Transcribe the records word for word, beginning with the first line and ending with the line that contains "c.lineJoin = 'round';"; include nothing else.

Stored data entries:
= = =
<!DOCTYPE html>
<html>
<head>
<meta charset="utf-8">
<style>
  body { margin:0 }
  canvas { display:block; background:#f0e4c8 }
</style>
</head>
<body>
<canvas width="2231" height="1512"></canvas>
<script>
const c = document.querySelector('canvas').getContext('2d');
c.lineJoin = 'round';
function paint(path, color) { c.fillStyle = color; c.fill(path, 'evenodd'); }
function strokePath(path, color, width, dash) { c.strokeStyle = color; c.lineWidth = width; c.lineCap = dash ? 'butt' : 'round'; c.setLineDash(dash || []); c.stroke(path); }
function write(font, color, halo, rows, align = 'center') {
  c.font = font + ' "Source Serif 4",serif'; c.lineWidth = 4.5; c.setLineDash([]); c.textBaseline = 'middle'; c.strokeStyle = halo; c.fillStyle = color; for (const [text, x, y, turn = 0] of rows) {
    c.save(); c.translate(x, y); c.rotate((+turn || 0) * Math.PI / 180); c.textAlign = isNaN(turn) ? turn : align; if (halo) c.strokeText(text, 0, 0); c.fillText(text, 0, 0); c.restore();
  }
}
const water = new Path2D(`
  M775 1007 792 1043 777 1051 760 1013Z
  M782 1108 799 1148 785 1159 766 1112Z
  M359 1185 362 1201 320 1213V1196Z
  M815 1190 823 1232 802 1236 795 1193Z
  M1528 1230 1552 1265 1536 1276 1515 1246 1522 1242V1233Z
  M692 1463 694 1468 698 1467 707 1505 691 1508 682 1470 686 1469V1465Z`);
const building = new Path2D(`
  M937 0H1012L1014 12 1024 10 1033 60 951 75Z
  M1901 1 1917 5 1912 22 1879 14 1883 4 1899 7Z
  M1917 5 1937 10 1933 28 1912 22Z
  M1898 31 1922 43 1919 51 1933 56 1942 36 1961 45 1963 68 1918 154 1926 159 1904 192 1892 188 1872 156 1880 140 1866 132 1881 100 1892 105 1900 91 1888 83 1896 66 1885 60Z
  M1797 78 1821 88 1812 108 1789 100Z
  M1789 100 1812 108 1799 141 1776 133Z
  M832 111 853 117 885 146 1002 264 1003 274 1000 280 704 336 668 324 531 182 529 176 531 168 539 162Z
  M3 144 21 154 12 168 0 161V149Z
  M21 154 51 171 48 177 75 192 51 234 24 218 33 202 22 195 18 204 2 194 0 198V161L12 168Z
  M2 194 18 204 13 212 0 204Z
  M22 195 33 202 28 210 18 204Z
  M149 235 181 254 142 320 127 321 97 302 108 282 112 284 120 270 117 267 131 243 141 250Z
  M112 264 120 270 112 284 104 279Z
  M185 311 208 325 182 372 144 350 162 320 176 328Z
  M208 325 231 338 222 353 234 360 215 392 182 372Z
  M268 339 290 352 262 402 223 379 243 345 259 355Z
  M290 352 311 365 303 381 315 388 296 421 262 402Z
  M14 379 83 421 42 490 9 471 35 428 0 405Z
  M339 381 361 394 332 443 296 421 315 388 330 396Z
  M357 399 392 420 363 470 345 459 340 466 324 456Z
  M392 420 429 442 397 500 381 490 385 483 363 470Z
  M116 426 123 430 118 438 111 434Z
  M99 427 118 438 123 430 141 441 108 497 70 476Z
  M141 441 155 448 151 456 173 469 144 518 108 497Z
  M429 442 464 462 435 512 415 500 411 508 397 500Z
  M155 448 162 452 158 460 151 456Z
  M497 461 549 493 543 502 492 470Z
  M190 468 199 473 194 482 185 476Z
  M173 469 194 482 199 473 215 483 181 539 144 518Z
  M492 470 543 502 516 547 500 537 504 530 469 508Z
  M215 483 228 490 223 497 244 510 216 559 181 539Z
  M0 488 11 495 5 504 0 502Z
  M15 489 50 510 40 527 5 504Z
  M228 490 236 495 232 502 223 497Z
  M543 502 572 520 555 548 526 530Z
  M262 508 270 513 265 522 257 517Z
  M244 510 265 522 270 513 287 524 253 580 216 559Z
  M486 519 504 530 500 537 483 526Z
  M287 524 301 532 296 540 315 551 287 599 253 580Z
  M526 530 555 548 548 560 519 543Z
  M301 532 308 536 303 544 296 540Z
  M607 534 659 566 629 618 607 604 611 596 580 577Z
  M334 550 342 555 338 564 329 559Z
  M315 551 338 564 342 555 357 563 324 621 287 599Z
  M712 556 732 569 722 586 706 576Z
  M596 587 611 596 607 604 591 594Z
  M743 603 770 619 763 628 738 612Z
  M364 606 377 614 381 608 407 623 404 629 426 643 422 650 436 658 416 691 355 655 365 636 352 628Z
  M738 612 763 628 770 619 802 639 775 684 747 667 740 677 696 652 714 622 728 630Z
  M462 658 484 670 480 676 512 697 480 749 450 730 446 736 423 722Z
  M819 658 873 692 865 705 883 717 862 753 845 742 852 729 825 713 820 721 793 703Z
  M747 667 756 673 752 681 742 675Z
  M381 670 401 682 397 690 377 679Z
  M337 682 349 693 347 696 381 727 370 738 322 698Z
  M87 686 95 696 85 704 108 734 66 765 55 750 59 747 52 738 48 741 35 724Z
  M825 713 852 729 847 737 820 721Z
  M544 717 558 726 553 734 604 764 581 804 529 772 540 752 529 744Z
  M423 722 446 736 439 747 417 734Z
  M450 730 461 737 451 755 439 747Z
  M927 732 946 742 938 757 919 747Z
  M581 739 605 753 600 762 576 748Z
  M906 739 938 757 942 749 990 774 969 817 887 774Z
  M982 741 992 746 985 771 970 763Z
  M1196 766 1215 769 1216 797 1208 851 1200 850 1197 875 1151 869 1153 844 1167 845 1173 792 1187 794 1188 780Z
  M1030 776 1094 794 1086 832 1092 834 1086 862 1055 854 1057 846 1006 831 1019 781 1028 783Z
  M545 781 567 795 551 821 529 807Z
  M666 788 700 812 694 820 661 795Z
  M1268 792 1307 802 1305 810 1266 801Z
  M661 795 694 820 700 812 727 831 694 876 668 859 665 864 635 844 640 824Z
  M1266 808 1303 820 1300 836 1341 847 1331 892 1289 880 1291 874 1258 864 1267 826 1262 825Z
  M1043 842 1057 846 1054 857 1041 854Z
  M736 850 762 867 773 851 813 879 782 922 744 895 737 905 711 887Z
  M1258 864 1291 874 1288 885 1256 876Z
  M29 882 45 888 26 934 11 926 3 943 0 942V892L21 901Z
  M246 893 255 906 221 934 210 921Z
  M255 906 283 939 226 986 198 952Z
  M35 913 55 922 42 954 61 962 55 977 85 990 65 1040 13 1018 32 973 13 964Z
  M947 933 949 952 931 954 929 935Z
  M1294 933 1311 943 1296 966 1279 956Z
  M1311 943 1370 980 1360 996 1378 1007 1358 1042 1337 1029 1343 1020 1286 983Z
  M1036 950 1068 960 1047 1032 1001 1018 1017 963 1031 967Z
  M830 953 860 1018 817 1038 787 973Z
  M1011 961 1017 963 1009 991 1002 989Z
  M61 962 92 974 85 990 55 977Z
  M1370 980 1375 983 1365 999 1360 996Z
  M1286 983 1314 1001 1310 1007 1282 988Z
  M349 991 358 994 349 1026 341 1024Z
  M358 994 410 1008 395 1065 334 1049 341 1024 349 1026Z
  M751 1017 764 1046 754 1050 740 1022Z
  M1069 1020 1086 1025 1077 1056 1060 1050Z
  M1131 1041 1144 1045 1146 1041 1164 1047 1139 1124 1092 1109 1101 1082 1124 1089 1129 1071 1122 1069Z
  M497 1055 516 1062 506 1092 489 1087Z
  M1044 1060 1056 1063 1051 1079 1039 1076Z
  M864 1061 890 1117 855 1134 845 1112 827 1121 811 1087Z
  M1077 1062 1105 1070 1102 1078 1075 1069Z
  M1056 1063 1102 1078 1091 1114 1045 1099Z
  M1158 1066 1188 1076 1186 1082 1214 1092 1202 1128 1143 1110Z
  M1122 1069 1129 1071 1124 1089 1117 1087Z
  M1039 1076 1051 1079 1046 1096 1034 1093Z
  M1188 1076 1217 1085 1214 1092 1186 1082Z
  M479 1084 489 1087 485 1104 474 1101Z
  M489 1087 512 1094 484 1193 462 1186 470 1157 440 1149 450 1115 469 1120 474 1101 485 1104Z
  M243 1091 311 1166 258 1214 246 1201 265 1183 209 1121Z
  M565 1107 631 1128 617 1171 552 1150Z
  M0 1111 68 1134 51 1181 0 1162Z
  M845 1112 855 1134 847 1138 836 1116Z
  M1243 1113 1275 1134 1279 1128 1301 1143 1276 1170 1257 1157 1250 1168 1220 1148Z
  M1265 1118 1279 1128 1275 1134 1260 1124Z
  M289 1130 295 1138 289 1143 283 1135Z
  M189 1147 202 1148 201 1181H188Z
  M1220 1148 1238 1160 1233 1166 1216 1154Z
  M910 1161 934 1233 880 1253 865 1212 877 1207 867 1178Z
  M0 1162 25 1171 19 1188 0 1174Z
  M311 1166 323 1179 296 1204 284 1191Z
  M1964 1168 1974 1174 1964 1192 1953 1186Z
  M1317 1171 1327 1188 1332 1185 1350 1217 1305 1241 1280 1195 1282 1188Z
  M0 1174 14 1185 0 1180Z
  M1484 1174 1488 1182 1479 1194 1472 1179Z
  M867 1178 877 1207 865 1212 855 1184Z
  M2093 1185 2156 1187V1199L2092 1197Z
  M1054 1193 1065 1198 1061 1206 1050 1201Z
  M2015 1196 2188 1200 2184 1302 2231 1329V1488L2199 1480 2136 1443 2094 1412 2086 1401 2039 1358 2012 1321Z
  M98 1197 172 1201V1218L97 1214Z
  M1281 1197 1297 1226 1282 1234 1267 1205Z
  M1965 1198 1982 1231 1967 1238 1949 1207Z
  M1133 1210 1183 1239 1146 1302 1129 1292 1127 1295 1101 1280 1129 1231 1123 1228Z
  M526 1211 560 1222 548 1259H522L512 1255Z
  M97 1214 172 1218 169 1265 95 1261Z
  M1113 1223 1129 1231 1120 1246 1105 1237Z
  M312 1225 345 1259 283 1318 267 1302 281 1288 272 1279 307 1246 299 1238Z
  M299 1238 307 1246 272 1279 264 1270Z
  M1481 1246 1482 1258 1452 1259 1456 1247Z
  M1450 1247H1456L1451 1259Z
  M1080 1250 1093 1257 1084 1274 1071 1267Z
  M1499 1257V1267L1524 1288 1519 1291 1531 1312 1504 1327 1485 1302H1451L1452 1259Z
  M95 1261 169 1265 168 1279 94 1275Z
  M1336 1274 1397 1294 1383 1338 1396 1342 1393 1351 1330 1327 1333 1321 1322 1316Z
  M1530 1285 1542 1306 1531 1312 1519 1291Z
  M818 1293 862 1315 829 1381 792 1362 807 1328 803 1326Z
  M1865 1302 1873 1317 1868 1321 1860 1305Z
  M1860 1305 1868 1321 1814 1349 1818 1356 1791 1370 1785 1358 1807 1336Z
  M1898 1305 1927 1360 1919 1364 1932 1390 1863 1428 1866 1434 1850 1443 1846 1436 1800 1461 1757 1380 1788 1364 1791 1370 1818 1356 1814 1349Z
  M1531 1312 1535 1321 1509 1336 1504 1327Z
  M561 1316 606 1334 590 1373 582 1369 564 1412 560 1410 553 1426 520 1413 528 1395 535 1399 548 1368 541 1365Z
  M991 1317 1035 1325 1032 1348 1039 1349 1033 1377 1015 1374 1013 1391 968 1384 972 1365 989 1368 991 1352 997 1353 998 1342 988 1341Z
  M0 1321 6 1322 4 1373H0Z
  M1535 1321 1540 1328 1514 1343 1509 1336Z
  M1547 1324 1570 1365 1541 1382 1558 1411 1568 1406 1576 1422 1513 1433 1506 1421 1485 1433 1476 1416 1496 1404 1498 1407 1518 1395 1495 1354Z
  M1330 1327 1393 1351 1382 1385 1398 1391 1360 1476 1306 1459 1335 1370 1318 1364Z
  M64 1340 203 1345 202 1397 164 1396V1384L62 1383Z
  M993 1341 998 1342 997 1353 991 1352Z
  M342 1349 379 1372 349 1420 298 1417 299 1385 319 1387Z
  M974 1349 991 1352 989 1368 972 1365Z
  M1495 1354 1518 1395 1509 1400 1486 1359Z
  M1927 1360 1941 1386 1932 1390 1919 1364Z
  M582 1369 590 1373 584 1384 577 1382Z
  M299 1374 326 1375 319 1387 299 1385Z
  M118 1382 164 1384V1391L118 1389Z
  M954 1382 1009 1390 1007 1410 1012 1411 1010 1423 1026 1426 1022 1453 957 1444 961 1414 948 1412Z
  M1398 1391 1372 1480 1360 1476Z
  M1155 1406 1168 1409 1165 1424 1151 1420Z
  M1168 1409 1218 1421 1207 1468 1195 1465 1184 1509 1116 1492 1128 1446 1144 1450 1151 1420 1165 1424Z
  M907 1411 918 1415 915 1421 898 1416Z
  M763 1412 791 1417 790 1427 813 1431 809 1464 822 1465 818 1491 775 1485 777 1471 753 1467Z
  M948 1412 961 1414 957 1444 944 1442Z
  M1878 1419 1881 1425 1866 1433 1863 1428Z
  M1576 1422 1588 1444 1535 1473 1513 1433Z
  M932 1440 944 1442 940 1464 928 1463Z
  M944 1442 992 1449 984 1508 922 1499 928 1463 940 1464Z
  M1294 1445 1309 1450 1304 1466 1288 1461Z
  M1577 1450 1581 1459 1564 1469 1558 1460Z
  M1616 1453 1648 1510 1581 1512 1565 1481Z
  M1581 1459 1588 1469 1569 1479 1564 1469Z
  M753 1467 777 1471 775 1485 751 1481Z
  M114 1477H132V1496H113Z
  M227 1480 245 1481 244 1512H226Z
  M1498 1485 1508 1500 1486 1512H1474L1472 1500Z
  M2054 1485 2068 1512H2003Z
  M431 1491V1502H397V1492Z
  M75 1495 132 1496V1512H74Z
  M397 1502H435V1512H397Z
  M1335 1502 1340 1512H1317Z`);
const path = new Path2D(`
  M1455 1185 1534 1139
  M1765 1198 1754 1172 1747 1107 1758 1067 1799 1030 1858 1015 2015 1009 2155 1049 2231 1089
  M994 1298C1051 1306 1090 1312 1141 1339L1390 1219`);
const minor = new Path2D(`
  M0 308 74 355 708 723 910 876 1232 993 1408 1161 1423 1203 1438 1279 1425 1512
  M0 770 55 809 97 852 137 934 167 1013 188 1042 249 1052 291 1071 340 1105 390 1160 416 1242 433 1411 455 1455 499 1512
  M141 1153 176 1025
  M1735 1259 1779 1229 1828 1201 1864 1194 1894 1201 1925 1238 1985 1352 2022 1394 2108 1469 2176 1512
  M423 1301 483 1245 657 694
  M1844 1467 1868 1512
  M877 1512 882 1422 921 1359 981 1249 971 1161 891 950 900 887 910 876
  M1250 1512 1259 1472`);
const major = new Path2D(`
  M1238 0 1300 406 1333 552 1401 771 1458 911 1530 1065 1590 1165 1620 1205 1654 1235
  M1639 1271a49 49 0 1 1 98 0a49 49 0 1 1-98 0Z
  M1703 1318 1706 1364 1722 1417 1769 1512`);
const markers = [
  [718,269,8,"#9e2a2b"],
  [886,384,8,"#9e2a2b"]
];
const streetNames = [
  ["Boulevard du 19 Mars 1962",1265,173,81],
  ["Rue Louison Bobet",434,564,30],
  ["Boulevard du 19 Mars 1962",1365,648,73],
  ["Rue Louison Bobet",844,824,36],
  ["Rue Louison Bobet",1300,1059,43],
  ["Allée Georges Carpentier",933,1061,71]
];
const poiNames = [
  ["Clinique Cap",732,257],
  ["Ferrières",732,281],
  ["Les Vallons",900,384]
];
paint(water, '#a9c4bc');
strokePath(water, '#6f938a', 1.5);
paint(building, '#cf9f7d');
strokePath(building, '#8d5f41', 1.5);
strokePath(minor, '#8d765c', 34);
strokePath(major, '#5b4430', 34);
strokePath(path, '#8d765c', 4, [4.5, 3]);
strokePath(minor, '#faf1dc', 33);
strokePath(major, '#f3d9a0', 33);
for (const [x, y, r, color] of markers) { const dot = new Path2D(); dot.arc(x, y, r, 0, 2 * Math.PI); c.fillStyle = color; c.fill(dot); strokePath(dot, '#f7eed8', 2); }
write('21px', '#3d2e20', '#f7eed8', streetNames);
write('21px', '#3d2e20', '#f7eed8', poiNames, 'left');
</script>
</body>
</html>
= = =
## Output below
<!DOCTYPE html>
<html>
<head>
<meta charset="utf-8">
<style>
  body { margin:0 }
  canvas { display:block; background:#f0e4c8 }
</style>
</head>
<body>
<canvas width="2231" height="1512"></canvas>
<script>
const c = document.querySelector('canvas').getContext('2d');
c.lineJoin = 'round';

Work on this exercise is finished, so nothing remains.